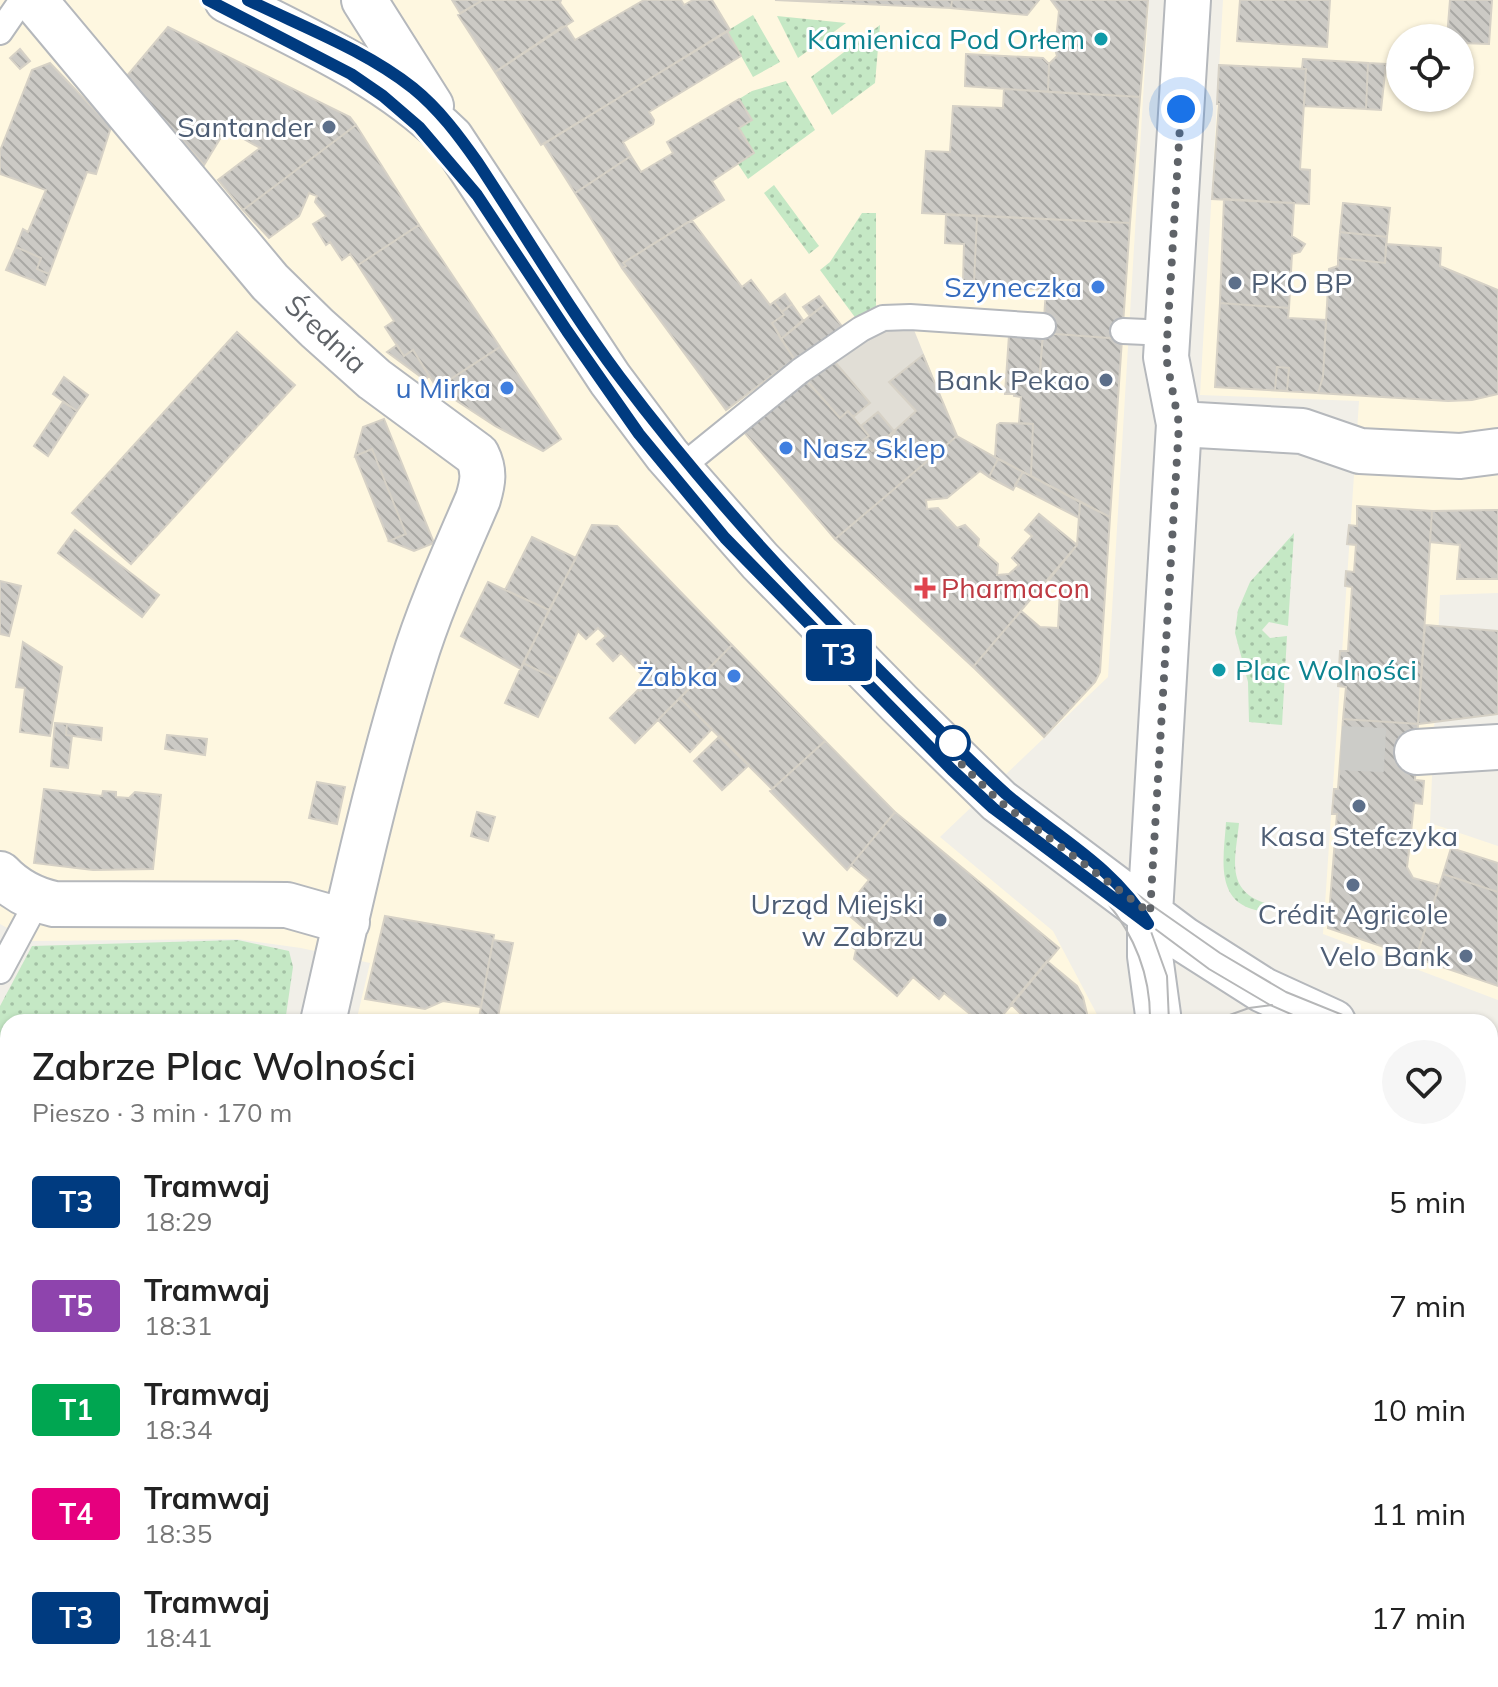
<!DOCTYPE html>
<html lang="pl">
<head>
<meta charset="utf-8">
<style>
	:root { --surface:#fff; --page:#f6f6f6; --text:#222; --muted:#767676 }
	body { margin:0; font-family:Mulish,sans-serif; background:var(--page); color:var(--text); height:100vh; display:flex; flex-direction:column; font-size:30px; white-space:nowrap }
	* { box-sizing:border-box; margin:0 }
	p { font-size:26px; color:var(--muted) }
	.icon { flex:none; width:44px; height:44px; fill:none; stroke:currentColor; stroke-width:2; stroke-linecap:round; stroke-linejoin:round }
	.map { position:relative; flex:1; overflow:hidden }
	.panel { position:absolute; left:0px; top:1014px; width:1498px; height:674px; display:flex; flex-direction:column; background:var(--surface); border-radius:24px 24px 0 0; box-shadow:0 2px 6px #0004 }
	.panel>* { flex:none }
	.badge { padding:0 16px; border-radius:6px; font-size:28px; line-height:52px }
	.fabs { position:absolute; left:1386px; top:24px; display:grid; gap:16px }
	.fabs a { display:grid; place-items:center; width:88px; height:88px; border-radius:50%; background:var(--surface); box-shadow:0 2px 6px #0004; font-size:40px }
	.you { position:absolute; width:40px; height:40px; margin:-20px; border:6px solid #fff; border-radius:50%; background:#1a73e8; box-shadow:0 0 0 12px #1a73e833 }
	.map>.badge { position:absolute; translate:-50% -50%; box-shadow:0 0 0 4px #fff }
	.round { display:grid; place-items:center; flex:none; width:84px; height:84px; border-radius:42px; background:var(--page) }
	.head { display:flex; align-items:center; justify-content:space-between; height:136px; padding:0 32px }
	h1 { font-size:38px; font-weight:600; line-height:60px }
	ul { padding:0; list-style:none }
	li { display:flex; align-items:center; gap:24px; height:104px; padding:0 32px }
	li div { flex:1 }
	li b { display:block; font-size:30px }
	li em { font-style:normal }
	li .badge { min-width:88px; font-weight:700; text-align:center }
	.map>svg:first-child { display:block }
</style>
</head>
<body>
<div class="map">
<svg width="1498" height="1687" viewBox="0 0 1498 1687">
	<defs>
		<pattern id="green-dots" width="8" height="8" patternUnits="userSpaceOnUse" patternTransform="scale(2)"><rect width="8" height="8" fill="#c5e8c5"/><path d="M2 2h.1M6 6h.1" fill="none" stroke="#a3c0a4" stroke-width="1.8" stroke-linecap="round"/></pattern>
		<pattern id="building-back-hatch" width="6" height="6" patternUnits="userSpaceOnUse" patternTransform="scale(2)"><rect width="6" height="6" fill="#cccac5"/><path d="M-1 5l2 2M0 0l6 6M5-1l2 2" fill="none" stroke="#a9a8a4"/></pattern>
	</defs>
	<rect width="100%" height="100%" fill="#f1efe8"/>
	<path fill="#fef7e0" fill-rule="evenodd" d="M0,0H1149L1108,677L940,837L1053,931L1101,1022H356L370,963L301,948L237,939L31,941L0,924Z
		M1223,0H1498V593L1440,595L1430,823L1498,846V1000L1323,934L1359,401L1200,395ZM1400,38H1460V98H1400Z
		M1490,1129L1498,1131V1687H1031L1033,1680H1490Z
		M0,1169L8,1170V1680H349V1687H0Z"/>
	<path fill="#e1ded6" d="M893,324L912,325L957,436L835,539L744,432L830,357Z"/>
	<path fill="url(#green-dots)" d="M753,15L780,62L753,77L727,31Z
		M777,16L846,23L798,58Z
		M880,25L875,83L832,115L811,77Z
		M786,81L815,130L748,179L738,164L754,153L739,128L752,120L739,99L752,91Z
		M774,185L819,246L809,254L764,193Z
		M862,213H876V308L857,320L820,270L830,262Z
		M1294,533L1288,626L1269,622L1262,630L1270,638L1287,636L1282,725L1249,722L1248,682L1235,633L1238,610L1250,582Z
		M1226,822L1239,823C1236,856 1224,890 1265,903L1261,911C1213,904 1224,857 1226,822Z
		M238,940L289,951L293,967L285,1022H8V1170L0,1169V1006L32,946Z
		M1490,1365L1498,1366V1444L1490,1442Z
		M1498,1632V1687H1361L1378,1680H1490V1636Z
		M472,1680H538L540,1687H467Z"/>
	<path fill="url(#building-back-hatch)" stroke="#d6d1c6" stroke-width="2" d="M452,0H483L460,13Z
		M483,0H561L560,3L573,21L495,72L458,15Z
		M644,0H681L684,5L693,0H712L730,30L541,145L495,72L562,27L566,26L575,40Z
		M775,0H952L951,8Z
		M952,0H1039L1027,15L951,8Z
		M1051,0H1148L1140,97L1048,92L1049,64L1057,56L1055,49L1059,11Z
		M1240,0H1330L1327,47L1237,41Z
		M1450,0H1492L1489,44L1460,43V38H1447Z
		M168,27L350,117L356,125L243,210L218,180L260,148L226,129L204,165L126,77Z
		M727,31L741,56L649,112L654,120L653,124L623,142L631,156L575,193L544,144Z
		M20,49L30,61L20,69L10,58Z
		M966,54L1043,58L1049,64L1048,92L965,86Z
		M1303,59L1368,63L1366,109L1304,106L1306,69H1302Z
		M50,63L111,127L96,174L87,172L49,274L37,269L41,258L16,247L23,229L28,232L46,190L0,174V151L32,70Z
		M1368,63L1386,64L1381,110L1366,109Z
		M1219,65L1306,69L1300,169L1310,170L1309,204L1212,199L1219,104H1217Z
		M1004,89L1140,97L1130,223L922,213L926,151L950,152L953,106L1003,108Z
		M739,99L752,120L739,128L754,153L712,181L724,200L623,263L626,266L622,268L575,193L631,156L641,172L673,153L667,142Z
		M356,125L419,225L358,265L350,254L342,260L330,242L326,245L313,224L326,216L315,202L317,196L309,193L299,216L269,238L243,210Z
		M1224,199L1294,203L1292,236L1305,244L1300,252L1292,254L1289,308L1220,303Z
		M1343,203L1390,208L1387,237L1340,232Z
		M946,215L977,216L974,283H963L964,244L945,243Z
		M977,216L1130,223L1122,339L1043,333L1046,290L974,284Z
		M688,222H693L742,287L751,280L770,305L774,302L784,315L772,323L794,359L726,410L622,268L626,266L623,263Z
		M419,225L500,347L437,388L413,350L404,356L385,327L394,321L358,265Z
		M1340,232L1387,237L1385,263L1338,258Z
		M1386,244L1441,248L1440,266L1498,290V394L1472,400L1448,401L1318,393L1323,377L1329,269L1338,266V258L1385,263Z
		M16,247L41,258L37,269L49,274L45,285L6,270Z
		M785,294L792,304L782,312L774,302Z
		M819,296L825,304L810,316L803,307Z
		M1220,303L1289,308L1288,318L1326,320L1323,377L1318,393L1215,387Z
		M792,304L803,320L781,339L772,323L784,315L782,312Z
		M825,304L844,329L797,363L781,339Z
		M237,332L295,385L131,564L72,513Z
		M1043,333L1122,339L1110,517L1031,476L1033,424L1019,423L1021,397L1014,396L1015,381L1039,383Z
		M1009,335H1043L1039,383L1015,381L1014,394H1005Z
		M397,345L404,356L413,350L429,376L425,380L387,352Z
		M500,347L561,439L543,451L495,426L437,388Z
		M923,355L957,436L835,539L744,432L806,380L840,418L848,411L869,436L863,440L872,451L916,411L889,382Z
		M831,362H835L870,403L853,417L848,411L840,418L808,382Z
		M1277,367L1289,368L1287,391L1275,390Z
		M64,377L88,395L77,411L53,394Z
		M63,402L77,411L48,456L34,446Z
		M878,412L895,432L872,451L863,440L869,436L861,426Z
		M384,419L434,543L414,551L389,541L406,534L372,449L355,456L363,427Z
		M1000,423L1033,424L1031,476L995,457L997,425Z
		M957,436L998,459L989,477L980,471L947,498L926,500L927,509L938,508L957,528L965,525L979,539L978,546L998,564L997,575L1009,574L1019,565L1012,558L1032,536L1025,530L1039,514L1077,545L973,667L835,539Z
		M372,449L406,534L389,541L355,456Z
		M998,459L1023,472L1013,490L989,477Z
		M1023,472L1080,502L1079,518L1015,485Z
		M1080,502L1110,517L1100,672L1095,682L1044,737L973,667L1021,611L1040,627L1058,628L1060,590L1049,580L1077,545Z
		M1357,506L1432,511L1418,724L1343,719L1346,687L1338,686L1340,651H1348L1352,587L1345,586L1346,571L1354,572L1356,545L1347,544L1349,525L1357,526Z
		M1495,510H1498V579H1457L1460,545L1430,542L1432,511Z
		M592,525L617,526L732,645L635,743L610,718L639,689L640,691L650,683L621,653L613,661L597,644L606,636L598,628L586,639L578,631L556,679L523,663Z
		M75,530L159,595L142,617L58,553Z
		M532,537L576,558L549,610L505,590Z
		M0,581L21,586L9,636L0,634Z
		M488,582L549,610L521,669L461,636Z
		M1425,625L1498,631V714L1418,724Z
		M23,642L62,667L50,736L20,732L25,688L16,687Z
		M732,645L825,741L772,789L680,698Z
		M523,663L556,679L538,717L505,703Z
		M680,698L712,729L690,752L658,720Z
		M1343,719L1418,724L1415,780L1424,781L1422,804L1414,803L1410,843L1335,839L1337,814H1332L1334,789H1338Z
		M55,723L67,724L66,735L72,736L68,768L51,766Z
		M67,724L102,728L101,740L66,735Z
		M167,735L207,739L205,755L165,749Z
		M720,736L749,765L722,790L694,761Z
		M825,741L895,812L847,870L770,791Z
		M317,782L345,787L337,824L309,818Z
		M44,789L102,796L103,791L116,792V797L129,798L135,792L161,795L153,869L93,870L34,863Z
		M477,812L495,817L488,841L471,836Z
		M895,812L1059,948L997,1022H980L944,993L939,999L913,977L897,996L854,959L856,950L851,946L865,929L844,911L869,880L851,865Z
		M1335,839L1410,843L1407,867L1413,878L1439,885L1416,958L1328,928Z
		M1451,848L1498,863V892L1443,874Z
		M1443,874L1498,892V986L1416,958Z
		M385,916L494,935L481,1007L443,1001L425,1009L365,999Z
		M493,940L513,943L497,1021L479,1018Z
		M1047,961L1077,986L1083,997L1089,1022H1023L1024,1017L1011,1004Z
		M1490,1143L1498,1146V1240L1490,1225Z
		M0,1177H8V1216H0Z
		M1498,1220V1345H1490V1233L1492,1224Z
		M0,1233H8V1275L0,1276Z
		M0,1290H8V1332L0,1333Z
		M8,1354V1397H0V1355Z
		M0,1412H8V1454L0,1455Z
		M0,1465H8V1509H0Z
		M0,1522H8V1566H0Z
		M0,1579H8V1623L0,1624Z
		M8,1640V1680H81V1683L0,1685V1641Z
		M119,1680H267V1687H119Z
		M1055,1680H1158L1156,1687H1053Z"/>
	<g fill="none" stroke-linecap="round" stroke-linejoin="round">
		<path stroke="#ccccc8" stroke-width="44" stroke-dasharray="44 22" stroke-linecap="butt" d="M1341,748L1417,752"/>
		<g stroke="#b5b8bc" stroke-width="28">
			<path id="lane" d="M0,32L22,0
				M1123,331L1168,333
				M679,469L800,371L861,329L883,318L910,317L1043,326
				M0,971L38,900
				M1490,1465L1498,1466
				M420,1687L428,1680"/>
		</g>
		<g stroke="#b5b8bc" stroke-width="48">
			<path id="street" d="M34,0L270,282L317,328L374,379L477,455C485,471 483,482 478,499C455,553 430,607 413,663C377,780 350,902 323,1022
				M227,0C307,40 386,75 451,138L610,379L667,455L760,561L900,704L999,801L1183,939L1263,990L1333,1022
				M364,0L431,106
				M1179,424L1302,431L1360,451L1460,456L1498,451
				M1417,752L1498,747
				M0,874C15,890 32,899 54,904L287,905L347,922
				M1159,1022L1150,956V913L1179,424L1166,357L1188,0
				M1490,1074L1498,1076
				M967,1687L969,1680"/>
		</g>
		<use href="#lane" stroke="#fff" stroke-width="24"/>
		<use href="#street" stroke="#fff" stroke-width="44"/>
		<path stroke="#b6b7b8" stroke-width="2" d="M207,0L351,74L405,114L438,146L477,195L604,386L698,506L753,568L993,808L1209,969L1270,1005L1309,1022
			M248,0L346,48L392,74L411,87L443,117L478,163L616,372L711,493L857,648L1006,793L1150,904L1220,953L1286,992L1360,1022
			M1106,901C1135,936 1151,976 1150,1022
			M1149,926L1167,976L1169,1022
			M1210,1022L1249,1008L1272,1005
			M1490,1063L1498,1065
			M1490,1085L1498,1086
			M976,1687L978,1680
			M994,1687L996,1680"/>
	</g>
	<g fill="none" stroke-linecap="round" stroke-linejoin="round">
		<g stroke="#fff" stroke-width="18">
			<path id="line" d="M208,0L351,74L383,96L419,127L477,195L567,331L639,434L725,538L952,770L993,808L1148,924C1114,866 1055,836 1006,794C955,748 907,698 858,649C772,563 692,473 619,376C568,308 525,234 478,163C459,136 439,109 413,88C365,50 303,27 248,0"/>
		</g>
		<use href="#line" stroke="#003b80" stroke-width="12"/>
		<path stroke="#5f6368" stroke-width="8" stroke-dasharray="0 14.4" d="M953,743L948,751L999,801L1150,913L1179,424L1166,357L1181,109"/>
	</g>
	<g fill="#0f9aa8" stroke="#fff" stroke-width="3">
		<circle cx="1101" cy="39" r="8"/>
		<circle cx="1219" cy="670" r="8"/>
	</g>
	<g fill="#5c6f8a" stroke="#fff" stroke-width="3">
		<circle cx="329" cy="127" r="8"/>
		<circle cx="1235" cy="283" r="8"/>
		<circle cx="1106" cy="380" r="8"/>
		<circle cx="1359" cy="806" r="8"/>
		<circle cx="1353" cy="885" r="8"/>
		<circle cx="940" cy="920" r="8"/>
		<circle cx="1466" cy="956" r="8"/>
	</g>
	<g fill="#3f7fe0" stroke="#fff" stroke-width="3">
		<circle cx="1098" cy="287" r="8"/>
		<circle cx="507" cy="388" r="8"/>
		<circle cx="786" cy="448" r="8"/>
		<circle cx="734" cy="676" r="8"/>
	</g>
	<path fill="#e0444e" stroke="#fff" stroke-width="3" d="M921 576h8v8h8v8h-8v8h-8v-8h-8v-8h8z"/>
	<circle fill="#fff" stroke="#003b80" stroke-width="4" cx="953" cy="743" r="16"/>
	<g text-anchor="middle" stroke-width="6" stroke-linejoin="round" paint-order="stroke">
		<g font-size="28" fill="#0d838f" stroke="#fff" text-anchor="end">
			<text x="1085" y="49">Kamienica Pod Orłem</text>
			<text x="1235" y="680" text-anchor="start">Plac Wolności</text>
		</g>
		<g font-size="28" fill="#4e5e75" stroke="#fff" text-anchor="end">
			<text x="313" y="137">Santander</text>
			<text x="1251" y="293" text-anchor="start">PKO BP</text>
			<text x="1090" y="390">Bank Pekao</text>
			<text x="1359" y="846" text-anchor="middle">Kasa Stefczyka</text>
			<text x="924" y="914">Urząd Miejski<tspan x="924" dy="32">w Zabrzu</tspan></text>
			<text x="1353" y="924" text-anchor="middle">Crédit Agricole</text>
			<text x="1450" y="966">Velo Bank</text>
		</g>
		<g font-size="28" fill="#366cbe" stroke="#fff" text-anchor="end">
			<text x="1082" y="297">Szyneczka</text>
			<text x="491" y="398">u Mirka</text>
			<text x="802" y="458" text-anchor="start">Nasz Sklep</text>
			<text x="718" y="686">Żabka</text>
		</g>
		<g font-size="28" fill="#5f6368" stroke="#fff">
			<text transform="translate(326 334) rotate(43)" y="10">Średnia</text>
		</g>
		<g font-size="28" fill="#be3a42" stroke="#fff" text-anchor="start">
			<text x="941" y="598">Pharmacon</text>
		</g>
	</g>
</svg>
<div class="fabs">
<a><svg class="icon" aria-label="locate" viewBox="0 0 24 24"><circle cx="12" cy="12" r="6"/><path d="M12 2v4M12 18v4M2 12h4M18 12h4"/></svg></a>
</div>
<div class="you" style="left:1181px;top:109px"></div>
<b class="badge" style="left:839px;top:655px;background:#003b80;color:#fff">T3</b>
<section class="panel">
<div class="head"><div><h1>Zabrze Plac Wolności</h1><p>Pieszo · 3 min · 170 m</p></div><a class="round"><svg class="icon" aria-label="heart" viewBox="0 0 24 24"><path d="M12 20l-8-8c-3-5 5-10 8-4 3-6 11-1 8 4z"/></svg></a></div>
<ul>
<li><span class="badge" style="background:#003b80;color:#fff">T3</span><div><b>Tramwaj</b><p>18:29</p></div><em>5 min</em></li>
<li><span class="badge" style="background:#8e44ad;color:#fff">T5</span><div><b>Tramwaj</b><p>18:31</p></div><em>7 min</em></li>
<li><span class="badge" style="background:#00a651;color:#fff">T1</span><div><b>Tramwaj</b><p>18:34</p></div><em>10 min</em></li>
<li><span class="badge" style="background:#e6007e;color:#fff">T4</span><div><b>Tramwaj</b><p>18:35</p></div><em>11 min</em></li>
<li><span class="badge" style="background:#003b80;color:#fff">T3</span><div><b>Tramwaj</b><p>18:41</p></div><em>17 min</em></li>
</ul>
</section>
</div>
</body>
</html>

• **EXERCISE GOAL**
Pull every line containing the word "body" out of the material and copy it.

• **REPLY**
	body { margin:0; font-family:Mulish,sans-serif; background:var(--page); color:var(--text); height:100vh; display:flex; flex-direction:column; font-size:30px; white-space:nowrap }
<body>
</body>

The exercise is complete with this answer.